### What to do:
With "tools" as the search word, show every line of the material that has it.

***** Excerpted records

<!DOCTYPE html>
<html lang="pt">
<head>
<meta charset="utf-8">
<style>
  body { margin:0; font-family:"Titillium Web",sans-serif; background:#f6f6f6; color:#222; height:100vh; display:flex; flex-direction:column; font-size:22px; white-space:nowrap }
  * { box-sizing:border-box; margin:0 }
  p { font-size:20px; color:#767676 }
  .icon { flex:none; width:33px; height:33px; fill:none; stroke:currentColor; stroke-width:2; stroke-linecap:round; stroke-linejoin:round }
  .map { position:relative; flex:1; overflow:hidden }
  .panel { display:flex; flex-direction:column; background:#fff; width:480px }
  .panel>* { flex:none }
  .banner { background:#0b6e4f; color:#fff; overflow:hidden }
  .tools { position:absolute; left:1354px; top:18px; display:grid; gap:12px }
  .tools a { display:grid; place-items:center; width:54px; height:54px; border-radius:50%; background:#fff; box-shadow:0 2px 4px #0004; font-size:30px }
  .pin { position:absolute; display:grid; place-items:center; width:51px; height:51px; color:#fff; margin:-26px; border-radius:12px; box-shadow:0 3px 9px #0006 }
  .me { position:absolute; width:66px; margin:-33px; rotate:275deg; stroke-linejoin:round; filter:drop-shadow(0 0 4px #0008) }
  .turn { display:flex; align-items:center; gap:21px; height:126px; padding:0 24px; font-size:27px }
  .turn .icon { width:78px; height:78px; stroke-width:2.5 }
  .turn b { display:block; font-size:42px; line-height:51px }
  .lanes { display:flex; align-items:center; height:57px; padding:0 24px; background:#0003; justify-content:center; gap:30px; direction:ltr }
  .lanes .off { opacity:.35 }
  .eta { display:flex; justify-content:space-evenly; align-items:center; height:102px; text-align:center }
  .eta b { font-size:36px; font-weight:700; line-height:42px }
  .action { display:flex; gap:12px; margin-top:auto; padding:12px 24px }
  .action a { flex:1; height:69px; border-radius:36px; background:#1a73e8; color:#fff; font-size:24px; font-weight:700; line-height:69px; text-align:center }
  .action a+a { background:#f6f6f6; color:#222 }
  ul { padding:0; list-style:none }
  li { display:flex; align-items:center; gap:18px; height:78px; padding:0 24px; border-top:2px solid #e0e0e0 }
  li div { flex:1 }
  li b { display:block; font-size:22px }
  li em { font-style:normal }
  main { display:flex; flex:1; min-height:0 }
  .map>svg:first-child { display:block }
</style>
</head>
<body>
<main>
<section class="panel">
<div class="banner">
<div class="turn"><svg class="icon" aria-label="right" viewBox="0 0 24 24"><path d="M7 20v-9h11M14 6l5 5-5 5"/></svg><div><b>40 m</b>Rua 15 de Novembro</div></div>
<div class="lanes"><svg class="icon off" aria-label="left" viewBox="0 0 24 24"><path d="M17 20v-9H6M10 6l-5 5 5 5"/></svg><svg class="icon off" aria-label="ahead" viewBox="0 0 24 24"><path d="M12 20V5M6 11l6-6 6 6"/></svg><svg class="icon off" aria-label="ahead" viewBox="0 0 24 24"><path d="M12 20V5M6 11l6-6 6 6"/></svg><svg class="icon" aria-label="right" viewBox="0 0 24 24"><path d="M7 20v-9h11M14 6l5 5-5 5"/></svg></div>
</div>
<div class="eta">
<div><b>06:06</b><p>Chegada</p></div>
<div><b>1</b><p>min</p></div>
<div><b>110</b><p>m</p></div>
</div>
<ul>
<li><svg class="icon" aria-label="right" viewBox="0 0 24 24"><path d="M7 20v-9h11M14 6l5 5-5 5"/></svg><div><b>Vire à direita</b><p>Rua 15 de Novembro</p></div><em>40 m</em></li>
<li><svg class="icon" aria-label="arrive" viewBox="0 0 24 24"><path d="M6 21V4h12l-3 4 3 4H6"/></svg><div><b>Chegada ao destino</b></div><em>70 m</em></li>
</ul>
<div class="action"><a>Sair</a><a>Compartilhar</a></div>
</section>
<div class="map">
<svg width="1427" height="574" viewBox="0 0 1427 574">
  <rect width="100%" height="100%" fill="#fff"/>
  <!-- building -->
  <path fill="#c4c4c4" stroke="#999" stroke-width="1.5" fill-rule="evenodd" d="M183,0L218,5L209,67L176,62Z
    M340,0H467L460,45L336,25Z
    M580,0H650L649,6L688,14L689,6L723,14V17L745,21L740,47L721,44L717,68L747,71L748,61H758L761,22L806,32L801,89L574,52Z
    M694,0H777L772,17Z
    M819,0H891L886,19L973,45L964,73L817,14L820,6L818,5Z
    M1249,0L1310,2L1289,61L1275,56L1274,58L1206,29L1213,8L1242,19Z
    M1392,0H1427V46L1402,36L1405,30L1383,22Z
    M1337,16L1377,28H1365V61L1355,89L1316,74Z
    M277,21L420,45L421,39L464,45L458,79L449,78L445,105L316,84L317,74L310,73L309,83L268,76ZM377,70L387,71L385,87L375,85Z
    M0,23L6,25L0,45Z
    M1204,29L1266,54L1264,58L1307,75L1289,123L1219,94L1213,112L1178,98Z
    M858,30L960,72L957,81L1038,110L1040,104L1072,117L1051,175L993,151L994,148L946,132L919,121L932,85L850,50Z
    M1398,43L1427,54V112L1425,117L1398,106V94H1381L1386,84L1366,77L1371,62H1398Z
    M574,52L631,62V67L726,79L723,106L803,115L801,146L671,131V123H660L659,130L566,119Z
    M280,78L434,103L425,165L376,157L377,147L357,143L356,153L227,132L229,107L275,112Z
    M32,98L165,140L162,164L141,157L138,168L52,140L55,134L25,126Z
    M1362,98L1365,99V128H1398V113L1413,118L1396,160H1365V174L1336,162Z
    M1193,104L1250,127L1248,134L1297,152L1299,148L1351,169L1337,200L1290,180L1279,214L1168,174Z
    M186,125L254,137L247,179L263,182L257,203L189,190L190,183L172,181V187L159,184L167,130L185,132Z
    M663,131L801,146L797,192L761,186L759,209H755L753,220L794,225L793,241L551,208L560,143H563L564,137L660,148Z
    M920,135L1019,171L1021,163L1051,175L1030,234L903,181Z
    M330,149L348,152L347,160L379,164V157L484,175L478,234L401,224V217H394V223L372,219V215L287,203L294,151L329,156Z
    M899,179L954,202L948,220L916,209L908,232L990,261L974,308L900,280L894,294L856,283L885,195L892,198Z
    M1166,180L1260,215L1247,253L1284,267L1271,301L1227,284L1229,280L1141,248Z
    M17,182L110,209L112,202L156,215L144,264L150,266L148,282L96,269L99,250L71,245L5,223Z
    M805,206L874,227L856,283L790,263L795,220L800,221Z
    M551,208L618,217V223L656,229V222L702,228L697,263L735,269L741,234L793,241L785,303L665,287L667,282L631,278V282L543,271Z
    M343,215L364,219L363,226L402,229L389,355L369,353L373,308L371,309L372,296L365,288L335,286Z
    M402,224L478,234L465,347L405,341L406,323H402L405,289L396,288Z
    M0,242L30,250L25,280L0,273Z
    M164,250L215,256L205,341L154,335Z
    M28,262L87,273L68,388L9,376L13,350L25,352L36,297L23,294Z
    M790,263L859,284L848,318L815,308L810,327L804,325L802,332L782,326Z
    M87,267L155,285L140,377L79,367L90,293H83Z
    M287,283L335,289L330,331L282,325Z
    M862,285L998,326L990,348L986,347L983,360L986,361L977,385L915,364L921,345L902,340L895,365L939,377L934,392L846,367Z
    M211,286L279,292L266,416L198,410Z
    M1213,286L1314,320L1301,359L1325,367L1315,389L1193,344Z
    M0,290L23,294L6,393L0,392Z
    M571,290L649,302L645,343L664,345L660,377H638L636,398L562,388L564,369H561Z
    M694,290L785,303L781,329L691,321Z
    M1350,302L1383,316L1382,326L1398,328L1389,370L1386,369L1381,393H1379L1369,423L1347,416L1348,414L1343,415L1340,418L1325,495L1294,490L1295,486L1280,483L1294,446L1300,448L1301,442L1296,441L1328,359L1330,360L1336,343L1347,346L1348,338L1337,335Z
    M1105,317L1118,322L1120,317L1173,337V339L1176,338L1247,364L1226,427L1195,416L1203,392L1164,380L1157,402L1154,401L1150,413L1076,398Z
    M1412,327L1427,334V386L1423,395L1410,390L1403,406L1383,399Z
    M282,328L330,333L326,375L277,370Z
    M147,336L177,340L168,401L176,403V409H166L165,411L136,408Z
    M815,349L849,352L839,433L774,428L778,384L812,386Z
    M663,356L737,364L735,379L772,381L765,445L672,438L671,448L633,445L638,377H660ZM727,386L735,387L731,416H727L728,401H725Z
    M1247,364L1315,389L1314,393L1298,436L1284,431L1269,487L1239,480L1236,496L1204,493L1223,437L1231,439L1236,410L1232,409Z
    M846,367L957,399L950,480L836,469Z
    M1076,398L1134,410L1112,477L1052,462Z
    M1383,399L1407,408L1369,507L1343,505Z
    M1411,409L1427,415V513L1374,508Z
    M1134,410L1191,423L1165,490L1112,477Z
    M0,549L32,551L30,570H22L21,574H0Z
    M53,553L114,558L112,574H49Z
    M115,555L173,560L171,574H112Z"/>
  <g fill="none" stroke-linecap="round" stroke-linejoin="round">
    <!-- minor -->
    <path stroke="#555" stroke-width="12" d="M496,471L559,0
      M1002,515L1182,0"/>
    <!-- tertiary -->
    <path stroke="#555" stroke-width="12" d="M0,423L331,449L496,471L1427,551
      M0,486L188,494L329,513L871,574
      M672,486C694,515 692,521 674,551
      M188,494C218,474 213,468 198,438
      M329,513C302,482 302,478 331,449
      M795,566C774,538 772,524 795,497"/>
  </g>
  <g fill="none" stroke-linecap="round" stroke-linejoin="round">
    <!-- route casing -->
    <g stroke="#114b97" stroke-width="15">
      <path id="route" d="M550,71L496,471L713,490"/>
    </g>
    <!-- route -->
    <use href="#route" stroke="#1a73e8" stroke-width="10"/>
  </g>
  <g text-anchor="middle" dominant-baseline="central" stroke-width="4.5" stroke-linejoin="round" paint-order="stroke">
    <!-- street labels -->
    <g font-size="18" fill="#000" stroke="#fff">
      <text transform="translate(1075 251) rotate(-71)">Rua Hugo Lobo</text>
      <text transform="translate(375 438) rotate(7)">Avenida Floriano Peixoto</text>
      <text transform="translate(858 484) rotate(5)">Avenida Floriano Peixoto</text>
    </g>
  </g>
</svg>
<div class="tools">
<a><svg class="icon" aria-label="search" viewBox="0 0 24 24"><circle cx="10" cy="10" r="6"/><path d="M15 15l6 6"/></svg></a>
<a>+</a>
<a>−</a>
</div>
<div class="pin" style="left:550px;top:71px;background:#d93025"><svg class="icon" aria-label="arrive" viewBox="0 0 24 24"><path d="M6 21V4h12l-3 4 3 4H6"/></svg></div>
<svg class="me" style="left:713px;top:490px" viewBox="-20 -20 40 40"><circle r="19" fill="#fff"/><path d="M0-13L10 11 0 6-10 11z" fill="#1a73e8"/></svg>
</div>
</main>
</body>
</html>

**********

### Answer to this task:
  .tools { position:absolute; left:1354px; top:18px; display:grid; gap:12px }
  .tools a { display:grid; place-items:center; width:54px; height:54px; border-radius:50%; background:#fff; box-shadow:0 2px 4px #0004; font-size:30px }
<div class="tools">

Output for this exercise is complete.